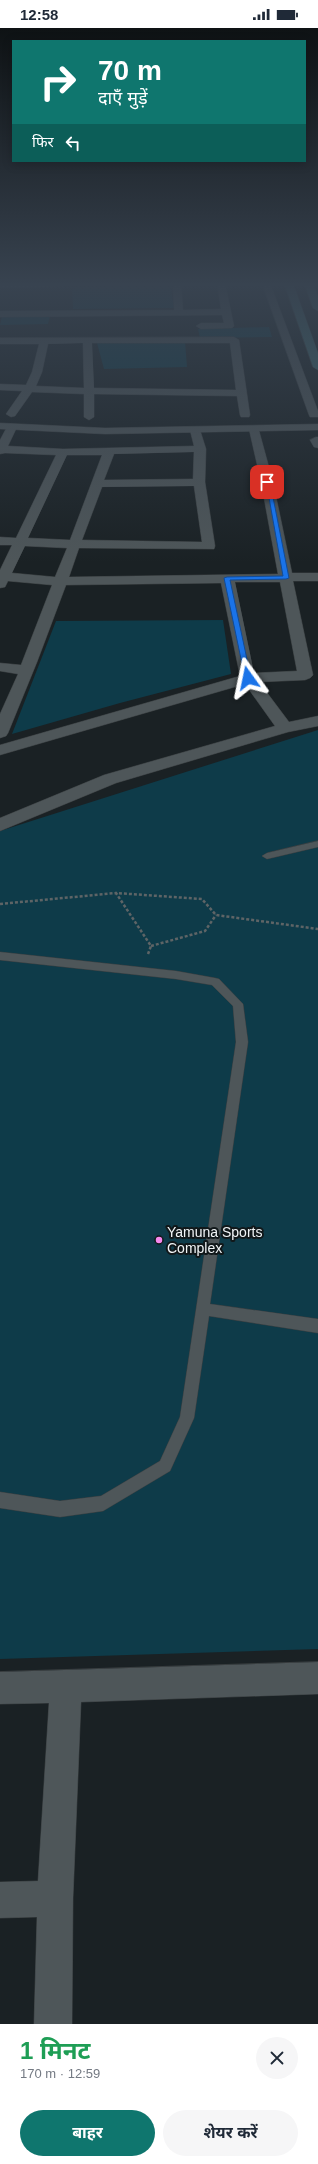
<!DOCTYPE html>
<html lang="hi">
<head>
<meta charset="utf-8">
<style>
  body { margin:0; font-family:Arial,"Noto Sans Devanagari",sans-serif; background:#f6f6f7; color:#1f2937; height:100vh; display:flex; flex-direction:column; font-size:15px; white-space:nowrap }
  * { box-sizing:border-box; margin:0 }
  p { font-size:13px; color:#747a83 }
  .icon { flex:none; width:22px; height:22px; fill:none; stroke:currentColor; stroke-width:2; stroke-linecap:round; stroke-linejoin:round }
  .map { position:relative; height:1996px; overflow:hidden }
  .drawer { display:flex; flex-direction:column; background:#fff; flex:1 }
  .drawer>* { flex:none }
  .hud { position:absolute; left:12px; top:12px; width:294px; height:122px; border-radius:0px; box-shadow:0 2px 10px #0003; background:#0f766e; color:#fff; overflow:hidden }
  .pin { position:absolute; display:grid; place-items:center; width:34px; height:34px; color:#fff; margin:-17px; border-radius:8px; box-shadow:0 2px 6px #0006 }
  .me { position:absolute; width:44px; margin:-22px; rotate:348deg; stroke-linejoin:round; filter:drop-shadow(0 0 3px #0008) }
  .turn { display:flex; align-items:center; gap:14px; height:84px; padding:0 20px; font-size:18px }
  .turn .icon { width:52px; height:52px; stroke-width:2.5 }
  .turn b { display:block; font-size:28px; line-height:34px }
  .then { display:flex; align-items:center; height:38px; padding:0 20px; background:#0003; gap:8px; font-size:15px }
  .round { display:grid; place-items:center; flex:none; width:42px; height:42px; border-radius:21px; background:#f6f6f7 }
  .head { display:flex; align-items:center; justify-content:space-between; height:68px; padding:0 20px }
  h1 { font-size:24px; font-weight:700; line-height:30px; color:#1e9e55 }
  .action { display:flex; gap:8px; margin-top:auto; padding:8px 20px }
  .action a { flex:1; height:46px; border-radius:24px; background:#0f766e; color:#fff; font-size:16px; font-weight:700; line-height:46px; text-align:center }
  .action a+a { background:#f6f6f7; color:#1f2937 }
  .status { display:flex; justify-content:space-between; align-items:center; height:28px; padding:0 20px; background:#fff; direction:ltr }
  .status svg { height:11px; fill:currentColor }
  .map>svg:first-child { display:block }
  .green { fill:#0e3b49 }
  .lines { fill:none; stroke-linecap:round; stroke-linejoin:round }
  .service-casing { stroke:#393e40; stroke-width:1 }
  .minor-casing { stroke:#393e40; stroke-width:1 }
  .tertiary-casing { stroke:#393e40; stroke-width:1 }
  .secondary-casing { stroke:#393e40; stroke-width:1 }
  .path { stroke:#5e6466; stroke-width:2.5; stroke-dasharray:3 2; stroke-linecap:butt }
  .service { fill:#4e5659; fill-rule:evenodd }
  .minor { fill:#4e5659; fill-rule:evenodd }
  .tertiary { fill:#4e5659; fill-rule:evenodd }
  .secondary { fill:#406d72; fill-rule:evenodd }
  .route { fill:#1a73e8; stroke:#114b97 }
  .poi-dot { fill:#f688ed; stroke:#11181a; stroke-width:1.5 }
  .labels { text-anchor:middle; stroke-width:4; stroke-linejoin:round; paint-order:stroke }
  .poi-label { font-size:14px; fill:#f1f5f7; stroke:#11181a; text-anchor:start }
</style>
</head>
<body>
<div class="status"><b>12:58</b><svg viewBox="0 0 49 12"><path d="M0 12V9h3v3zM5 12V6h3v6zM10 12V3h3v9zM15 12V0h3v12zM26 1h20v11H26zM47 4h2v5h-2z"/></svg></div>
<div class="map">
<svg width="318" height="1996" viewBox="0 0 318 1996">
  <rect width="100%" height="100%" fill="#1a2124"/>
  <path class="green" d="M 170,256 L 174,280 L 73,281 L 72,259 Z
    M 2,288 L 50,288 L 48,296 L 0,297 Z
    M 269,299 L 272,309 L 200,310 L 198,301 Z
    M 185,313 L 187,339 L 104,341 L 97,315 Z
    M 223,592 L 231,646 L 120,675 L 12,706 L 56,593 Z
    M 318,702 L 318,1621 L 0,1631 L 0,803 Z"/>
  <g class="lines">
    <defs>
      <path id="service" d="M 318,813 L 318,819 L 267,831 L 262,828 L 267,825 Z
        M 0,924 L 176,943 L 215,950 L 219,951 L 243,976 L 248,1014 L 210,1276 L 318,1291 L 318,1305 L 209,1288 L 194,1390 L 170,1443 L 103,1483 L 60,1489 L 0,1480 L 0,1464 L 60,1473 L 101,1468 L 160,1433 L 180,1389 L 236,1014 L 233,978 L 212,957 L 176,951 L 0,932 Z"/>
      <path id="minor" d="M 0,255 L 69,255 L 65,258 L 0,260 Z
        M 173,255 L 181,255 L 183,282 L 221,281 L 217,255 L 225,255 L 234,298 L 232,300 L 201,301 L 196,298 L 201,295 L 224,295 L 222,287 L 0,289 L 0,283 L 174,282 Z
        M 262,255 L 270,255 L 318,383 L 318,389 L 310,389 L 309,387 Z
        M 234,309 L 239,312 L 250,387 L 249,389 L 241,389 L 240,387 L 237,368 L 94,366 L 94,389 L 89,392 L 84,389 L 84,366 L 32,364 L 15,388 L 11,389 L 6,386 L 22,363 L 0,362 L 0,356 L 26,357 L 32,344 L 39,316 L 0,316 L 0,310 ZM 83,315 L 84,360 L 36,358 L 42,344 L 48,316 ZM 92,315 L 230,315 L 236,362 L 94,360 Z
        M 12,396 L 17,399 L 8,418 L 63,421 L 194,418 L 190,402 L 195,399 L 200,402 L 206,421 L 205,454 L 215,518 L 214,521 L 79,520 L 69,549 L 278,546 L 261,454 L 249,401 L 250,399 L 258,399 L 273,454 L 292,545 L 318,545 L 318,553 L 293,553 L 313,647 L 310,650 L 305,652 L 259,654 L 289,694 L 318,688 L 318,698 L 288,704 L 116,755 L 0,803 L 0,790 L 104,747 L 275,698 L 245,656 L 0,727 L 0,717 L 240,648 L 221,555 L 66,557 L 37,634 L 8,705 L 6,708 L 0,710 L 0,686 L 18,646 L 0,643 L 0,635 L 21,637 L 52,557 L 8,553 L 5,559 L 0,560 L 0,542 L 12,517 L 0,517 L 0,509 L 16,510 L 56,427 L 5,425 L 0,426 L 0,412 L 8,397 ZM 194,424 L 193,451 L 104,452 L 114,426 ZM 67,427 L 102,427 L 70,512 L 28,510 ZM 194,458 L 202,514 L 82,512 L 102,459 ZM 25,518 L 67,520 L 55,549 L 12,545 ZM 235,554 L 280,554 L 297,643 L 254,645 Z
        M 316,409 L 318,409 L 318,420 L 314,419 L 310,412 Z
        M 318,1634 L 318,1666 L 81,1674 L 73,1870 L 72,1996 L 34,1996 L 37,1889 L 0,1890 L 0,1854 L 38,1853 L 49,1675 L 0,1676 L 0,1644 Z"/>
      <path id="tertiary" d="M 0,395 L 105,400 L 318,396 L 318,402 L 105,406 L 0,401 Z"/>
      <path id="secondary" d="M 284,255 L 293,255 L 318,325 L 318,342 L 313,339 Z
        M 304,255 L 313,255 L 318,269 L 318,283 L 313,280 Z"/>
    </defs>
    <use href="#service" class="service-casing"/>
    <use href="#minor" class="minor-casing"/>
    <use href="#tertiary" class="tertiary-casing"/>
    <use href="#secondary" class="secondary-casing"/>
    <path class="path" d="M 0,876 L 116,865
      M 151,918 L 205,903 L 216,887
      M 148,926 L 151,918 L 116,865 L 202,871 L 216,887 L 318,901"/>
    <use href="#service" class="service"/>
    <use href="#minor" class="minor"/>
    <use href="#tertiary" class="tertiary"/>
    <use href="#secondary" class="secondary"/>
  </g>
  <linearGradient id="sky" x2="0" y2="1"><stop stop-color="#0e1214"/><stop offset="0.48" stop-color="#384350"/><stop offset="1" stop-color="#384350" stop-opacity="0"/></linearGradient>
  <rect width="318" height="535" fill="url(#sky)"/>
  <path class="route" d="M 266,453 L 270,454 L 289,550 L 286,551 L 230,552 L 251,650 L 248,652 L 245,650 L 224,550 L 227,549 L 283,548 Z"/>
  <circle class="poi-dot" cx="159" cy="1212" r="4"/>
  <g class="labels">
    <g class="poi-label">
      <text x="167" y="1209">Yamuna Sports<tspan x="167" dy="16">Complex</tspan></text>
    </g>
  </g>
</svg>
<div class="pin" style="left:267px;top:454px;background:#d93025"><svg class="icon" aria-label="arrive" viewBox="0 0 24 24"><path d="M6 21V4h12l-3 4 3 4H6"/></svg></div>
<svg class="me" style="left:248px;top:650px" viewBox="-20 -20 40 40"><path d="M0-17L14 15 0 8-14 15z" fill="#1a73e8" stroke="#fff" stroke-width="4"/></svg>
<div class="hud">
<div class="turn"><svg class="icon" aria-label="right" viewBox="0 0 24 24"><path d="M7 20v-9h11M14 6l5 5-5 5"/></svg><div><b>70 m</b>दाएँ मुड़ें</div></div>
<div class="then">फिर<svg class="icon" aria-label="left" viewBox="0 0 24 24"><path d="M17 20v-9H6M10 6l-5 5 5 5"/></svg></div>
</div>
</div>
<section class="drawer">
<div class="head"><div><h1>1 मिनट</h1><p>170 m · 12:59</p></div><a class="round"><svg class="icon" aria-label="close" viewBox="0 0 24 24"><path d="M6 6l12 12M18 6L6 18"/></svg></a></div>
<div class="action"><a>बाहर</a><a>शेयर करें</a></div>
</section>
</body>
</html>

____

BRIEF: From the records above, print only the lines between the one holding "stroke:#5e6466; stroke-width:2.5; stroke-dasharray:3" and the one holding "fill:#f688ed; stroke:#11181a; stroke-width:1.5", inclusive, exactly as they stand.

ANSWER BOX:
  .path { stroke:#5e6466; stroke-width:2.5; stroke-dasharray:3 2; stroke-linecap:butt }
  .service { fill:#4e5659; fill-rule:evenodd }
  .minor { fill:#4e5659; fill-rule:evenodd }
  .tertiary { fill:#4e5659; fill-rule:evenodd }
  .secondary { fill:#406d72; fill-rule:evenodd }
  .route { fill:#1a73e8; stroke:#114b97 }
  .poi-dot { fill:#f688ed; stroke:#11181a; stroke-width:1.5 }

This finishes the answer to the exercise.